Responsible for releasing investigational product to countries and sites participating in clinical studies, which includes ensuring completeness, accuracy, and delivery of Regulatory documents to trial master files, and identifying and resolving discrepancies. Also responsible for providing Regulatory compliance support which includes providing assistance with Regulatory Submission and Approval Tracking activities, completing Regulatory checklists, assisting with Regulatory inspection readiness activities, and identifying process gaps and areas for improvements.

Job Duties:

Essential Functions required for the job. List both technical and managerial requirements if applicable.

• Assist with Regulatory Submission and Approval Tracking activities

• Assists in reviewing essential documents to verify regulatory requirements are fulfilled for countries
participating in a clinical study and authorizes the release of countries to receive investigational product

• Assists in reviewing and confirming completeness of essential site documents in order to release sites
participating in a clinical study to receive investigational product.

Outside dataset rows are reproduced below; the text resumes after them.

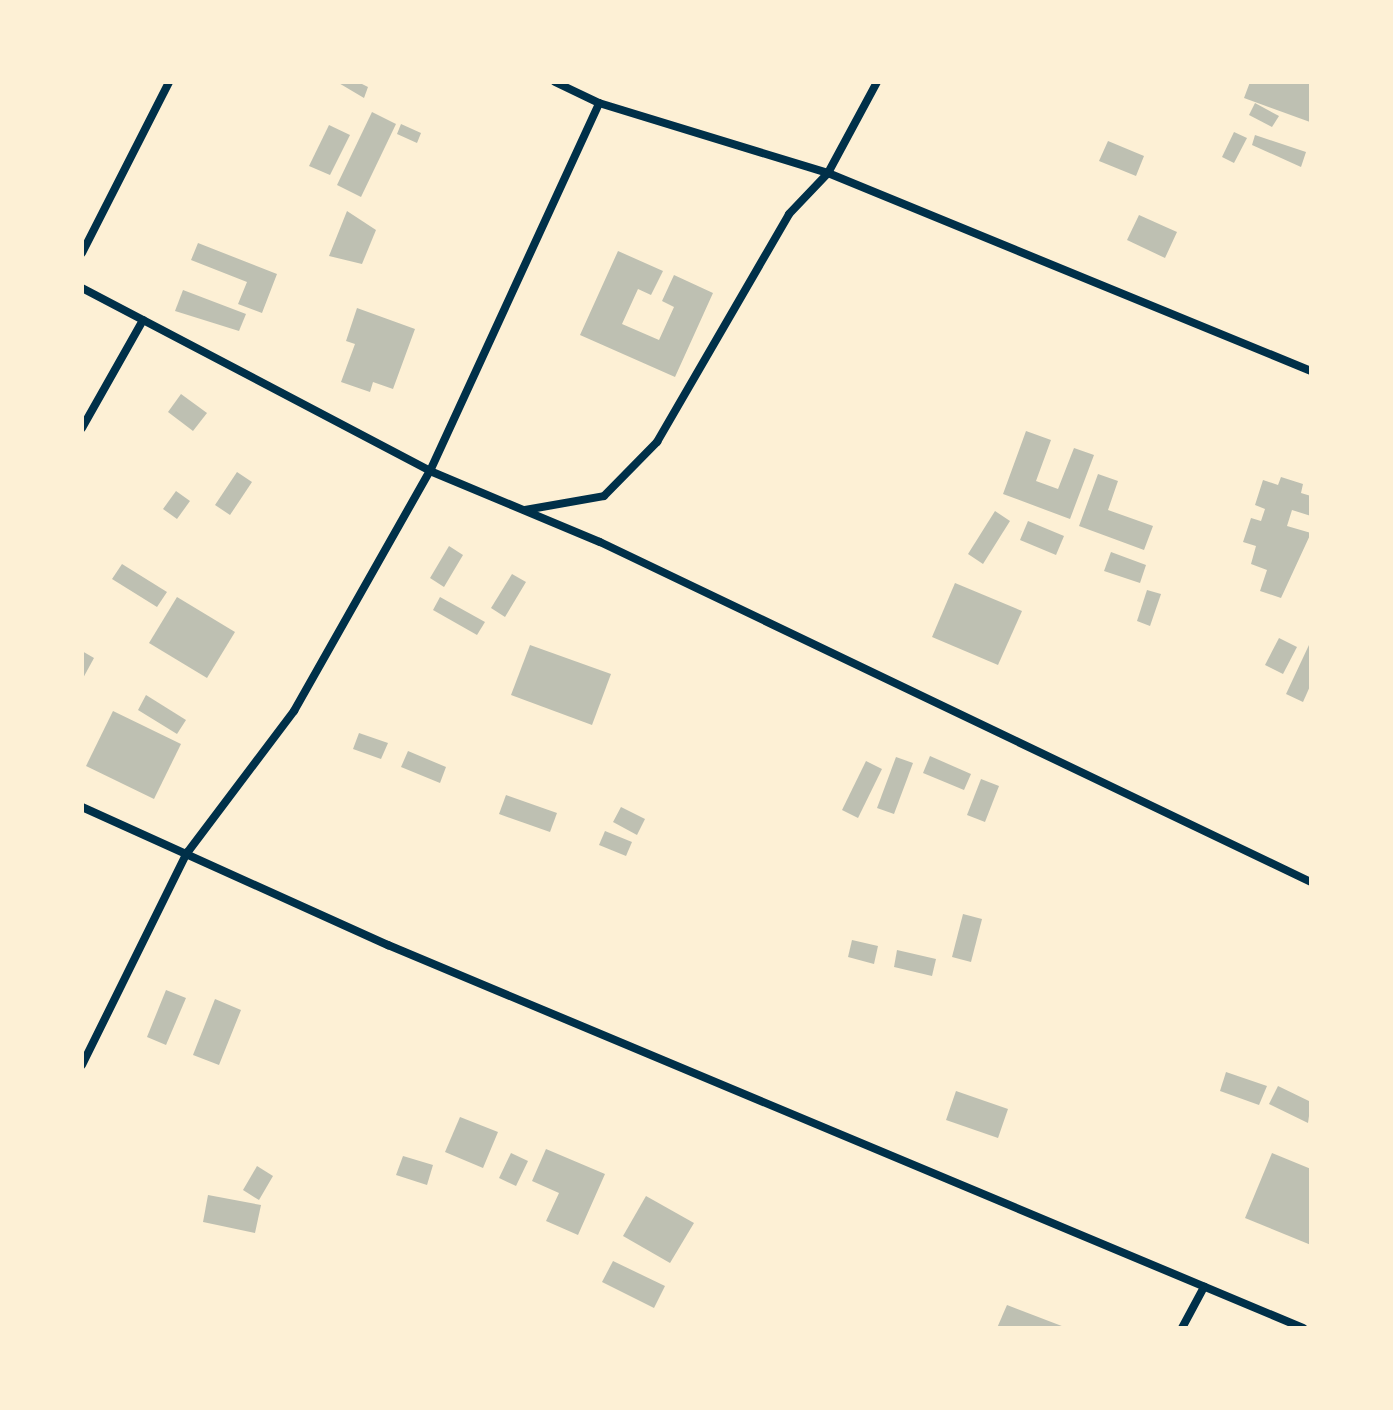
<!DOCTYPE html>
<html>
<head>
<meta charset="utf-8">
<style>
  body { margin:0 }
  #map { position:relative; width:1393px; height:1410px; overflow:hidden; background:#fdf0d5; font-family:"IBM Plex Sans",sans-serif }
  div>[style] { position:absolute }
  .building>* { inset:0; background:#bec0b2 }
  .minor>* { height:8px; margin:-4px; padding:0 4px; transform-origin:4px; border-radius:4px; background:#003049 }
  span { translate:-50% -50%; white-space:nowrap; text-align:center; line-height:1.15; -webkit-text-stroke:7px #fdf0d5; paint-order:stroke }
  .frame { position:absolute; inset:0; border:84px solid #fdf0d5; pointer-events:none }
</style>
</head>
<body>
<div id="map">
  <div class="building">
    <i style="clip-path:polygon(337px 82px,358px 82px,368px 87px,364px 98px)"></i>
    <i style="clip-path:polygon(1250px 82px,1311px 82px,1310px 122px,1244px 98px)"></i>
    <i style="clip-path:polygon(1255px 103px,1279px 116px,1272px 127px,1249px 115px)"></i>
    <i style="clip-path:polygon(372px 112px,396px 124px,361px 197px,337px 185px)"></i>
    <i style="clip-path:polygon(401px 124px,421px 133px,417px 143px,397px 134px)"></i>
    <i style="clip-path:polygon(329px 125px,350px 135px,330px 175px,309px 166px)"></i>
    <i style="clip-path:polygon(1234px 132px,1247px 138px,1234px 163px,1222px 157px)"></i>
    <i style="clip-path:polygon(1255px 135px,1306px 152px,1301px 167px,1252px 145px)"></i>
    <i style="clip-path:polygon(1108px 141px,1144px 156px,1136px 176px,1099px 161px)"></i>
    <i style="clip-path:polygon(347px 211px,376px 230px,362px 264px,329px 256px)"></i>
    <i style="clip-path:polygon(1139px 215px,1177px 232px,1165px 258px,1127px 240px)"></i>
    <i style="clip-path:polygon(198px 243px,277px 274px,262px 313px,238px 304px,247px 282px,191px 260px)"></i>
    <i style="clip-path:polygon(618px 251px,663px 271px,651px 295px,638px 289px,622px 324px,659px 340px,674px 307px,662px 301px,674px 275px,713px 293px,675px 377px,580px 335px)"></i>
    <i style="clip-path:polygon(183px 290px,246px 314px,239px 331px,175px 311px)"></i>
    <i style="clip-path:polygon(357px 308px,415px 329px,393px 389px,373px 382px,370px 392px,341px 382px,355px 344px,346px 341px)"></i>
    <i style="clip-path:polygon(181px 394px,207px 413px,193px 431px,168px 412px)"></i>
    <i style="clip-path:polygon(1026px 431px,1051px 440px,1036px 481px,1058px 489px,1074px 448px,1094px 455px,1070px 519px,1003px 494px)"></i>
    <i style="clip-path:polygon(237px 472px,252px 482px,230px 515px,215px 505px)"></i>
    <i style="clip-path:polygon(1098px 474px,1118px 481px,1108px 510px,1153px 526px,1144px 550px,1079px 526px)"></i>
    <i style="clip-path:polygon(1281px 477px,1303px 484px,1301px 493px,1311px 496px,1311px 516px,1292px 510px,1287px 526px,1311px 533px,1281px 598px,1260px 591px,1267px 570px,1251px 564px,1256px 546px,1243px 542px,1251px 518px,1261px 521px,1265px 509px,1255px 505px,1263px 480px,1278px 485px)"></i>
    <i style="clip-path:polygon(176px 491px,190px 501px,177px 519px,163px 509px)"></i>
    <i style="clip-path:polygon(995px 511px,1010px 521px,983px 564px,968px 554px)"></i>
    <i style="clip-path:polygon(1028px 521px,1064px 536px,1056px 555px,1020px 540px)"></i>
    <i style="clip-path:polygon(449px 546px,463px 555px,444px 587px,430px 578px)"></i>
    <i style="clip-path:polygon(1111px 552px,1146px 565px,1140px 583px,1104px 571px)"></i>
    <i style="clip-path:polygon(122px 564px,167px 592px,157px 607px,112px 579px)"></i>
    <i style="clip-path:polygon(512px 574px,526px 582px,505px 617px,491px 608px)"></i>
    <i style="clip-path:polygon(955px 583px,1022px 611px,998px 665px,932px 637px)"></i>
    <i style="clip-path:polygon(1147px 590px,1161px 594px,1150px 626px,1137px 621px)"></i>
    <i style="clip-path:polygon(177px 597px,235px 632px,207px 678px,149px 643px)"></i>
    <i style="clip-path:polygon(440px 597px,485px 622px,477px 635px,433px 610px)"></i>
    <i style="clip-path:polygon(1279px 638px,1297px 647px,1283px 674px,1265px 665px)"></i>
    <i style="clip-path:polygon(530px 645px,611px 674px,592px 725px,511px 695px)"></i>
    <i style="clip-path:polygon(1309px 645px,1311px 684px,1303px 702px,1286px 694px)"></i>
    <i style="clip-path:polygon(82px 651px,94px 658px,82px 680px)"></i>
    <i style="clip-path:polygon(146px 695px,186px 720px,177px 734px,138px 710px)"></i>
    <i style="clip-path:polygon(113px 711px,181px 744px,154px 799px,86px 766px)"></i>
    <i style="clip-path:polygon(359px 733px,388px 743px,381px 759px,353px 749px)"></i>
    <i style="clip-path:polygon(408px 751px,446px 767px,440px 783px,401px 767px)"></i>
    <i style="clip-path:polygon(930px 756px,971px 774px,964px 790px,923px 773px)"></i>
    <i style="clip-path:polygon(896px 757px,913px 763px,894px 814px,877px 808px)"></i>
    <i style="clip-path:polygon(866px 761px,882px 769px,858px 818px,842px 810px)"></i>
    <i style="clip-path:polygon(981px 779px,999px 786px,985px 822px,967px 815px)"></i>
    <i style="clip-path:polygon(506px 795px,557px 813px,550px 832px,499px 814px)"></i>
    <i style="clip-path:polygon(621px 807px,645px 819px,637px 835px,613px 822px)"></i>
    <i style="clip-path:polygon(605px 831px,632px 842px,626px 856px,599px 845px)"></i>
    <i style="clip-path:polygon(963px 914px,982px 919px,971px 962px,952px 957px)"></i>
    <i style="clip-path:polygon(852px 940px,878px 946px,874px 964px,848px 957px)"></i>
    <i style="clip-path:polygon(897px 950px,936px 959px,932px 976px,894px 967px)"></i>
    <i style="clip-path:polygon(166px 990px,186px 998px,166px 1045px,147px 1037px)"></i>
    <i style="clip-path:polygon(215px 999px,241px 1010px,219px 1065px,193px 1055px)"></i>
    <i style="clip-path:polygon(1226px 1072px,1267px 1086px,1259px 1105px,1220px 1091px)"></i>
    <i style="clip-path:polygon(1278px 1086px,1311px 1102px,1308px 1123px,1269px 1104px)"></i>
    <i style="clip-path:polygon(956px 1091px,1008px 1109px,998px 1138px,946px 1120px)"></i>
    <i style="clip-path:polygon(460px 1117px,498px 1132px,483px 1168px,445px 1152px)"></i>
    <i style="clip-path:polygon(546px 1149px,605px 1174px,578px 1235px,546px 1221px,559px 1193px,532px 1181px)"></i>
    <i style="clip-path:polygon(511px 1153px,528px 1161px,516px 1186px,499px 1178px)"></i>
    <i style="clip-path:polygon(1272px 1153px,1311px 1169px,1311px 1245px,1245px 1218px)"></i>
    <i style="clip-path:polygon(403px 1156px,433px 1165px,427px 1185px,396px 1175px)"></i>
    <i style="clip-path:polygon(257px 1166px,273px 1176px,259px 1200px,243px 1190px)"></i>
    <i style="clip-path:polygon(208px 1195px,261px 1205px,255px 1233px,203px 1222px)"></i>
    <i style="clip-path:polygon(646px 1196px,694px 1223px,670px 1263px,623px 1236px)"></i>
    <i style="clip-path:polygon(613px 1261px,665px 1286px,654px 1308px,602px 1282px)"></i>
    <i style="clip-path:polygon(1007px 1305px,1067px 1328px,997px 1328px)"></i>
  </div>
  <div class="minor">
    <i style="left:555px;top:82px;width:49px;rotate:25.5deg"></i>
    <i style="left:599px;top:103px;width:239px;rotate:17deg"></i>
    <i style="left:828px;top:173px;width:522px;rotate:22.29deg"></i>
    <i style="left:82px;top:253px;width:192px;rotate:-63deg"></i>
    <i style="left:82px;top:288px;width:393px;rotate:27.7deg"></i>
    <i style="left:430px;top:471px;width:184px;rotate:22.7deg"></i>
    <i style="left:600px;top:542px;width:788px;rotate:25.56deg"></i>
    <i style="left:82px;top:428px;width:124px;rotate:-60.5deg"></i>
    <i style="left:525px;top:510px;width:80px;rotate:-10deg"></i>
    <i style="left:604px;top:496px;width:76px;rotate:-45.5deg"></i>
    <i style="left:657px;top:442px;width:263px;rotate:-59.9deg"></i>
    <i style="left:789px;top:214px;width:57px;rotate:-46.4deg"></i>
    <i style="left:828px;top:173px;width:103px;rotate:-61.7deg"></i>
    <i style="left:82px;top:807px;width:336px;rotate:24.3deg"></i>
    <i style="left:388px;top:945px;width:992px;rotate:22.71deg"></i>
    <i style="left:82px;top:1065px;width:237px;rotate:-63.7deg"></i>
    <i style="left:187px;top:853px;width:178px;rotate:-53deg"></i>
    <i style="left:294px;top:711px;width:276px;rotate:-60.5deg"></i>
    <i style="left:430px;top:471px;width:405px;rotate:-65.3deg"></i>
    <i style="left:1182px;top:1328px;width:47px;rotate:-61.8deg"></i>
  </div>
  <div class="frame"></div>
</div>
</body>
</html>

• Assists in ensuring completeness, accuracy, and delivery of Regulatory documents to the electronic
trial master file, and identifies and resolves discrepancies as needed

• Assist with periodic regulatory compliance checklist reviews across all programs

• Assists in providing general inspection readiness support by participating in inspection readiness
task forces, providing support in staging required regulatory department documentation, and providing
Regulatory ready room support during health authority inspections

• Assists in the preparation of CAS and USAN applications

• Assists in supporting development and maintenance of Regulatory standards and procedures in
accordance with all applicable Regulatory regulations, guidance, and specifications.

Requirements:

• eTMF and eCTD experience, Regulatory inspection readiness experience a plus

• Requires knowledge of applicable Regulatory Agency regulations, guidelines, and/or specifications

• Can work independently (some guidance from direct manager anticipated), ability to multi-task, self-motivated, well organized, detail oriented, able to prioritize, works effectively under pressure, and has excellent written and verbal communication skills

• Working knowledge with MS Office applications and Adobe Acrobat. Previous exposure to
electronic document management systems (EDMS) is desirable

• 3 years' experience in pharmaceutical industry preferably in a regulated environment (Regulatory Affairs, Clinical trial support)

This is an opportunity to join our select team that is already leading the way in the Pharmaceutical/Biotech industry. Apply today and learn more about Regeneron's unwavering commitment to combining good science & good business.

To all agencies: Please, no phone calls or emails to any employee of Regeneron about this opening. All resumes submitted by search firms/employment agencies to any employee at Regeneron via-email, the internet or in any form and/or method will be deemed the sole property of Regeneron, unless such search firms/employment agencies were engaged by Regeneron for this position and a valid agreement with Regeneron is in place. In the event a candidate who was submitted outside of the Regeneron agency engagement process is hired, no fee or payment of any kind will be paid.

Regeneron is an equal opportunity employer and all qualified applicants will receive consideration for employment without regard to race, color, religion, sex, national origin, sexual orientation, gender identity, disability status, protected veteran status, or any other characteristic protected by law.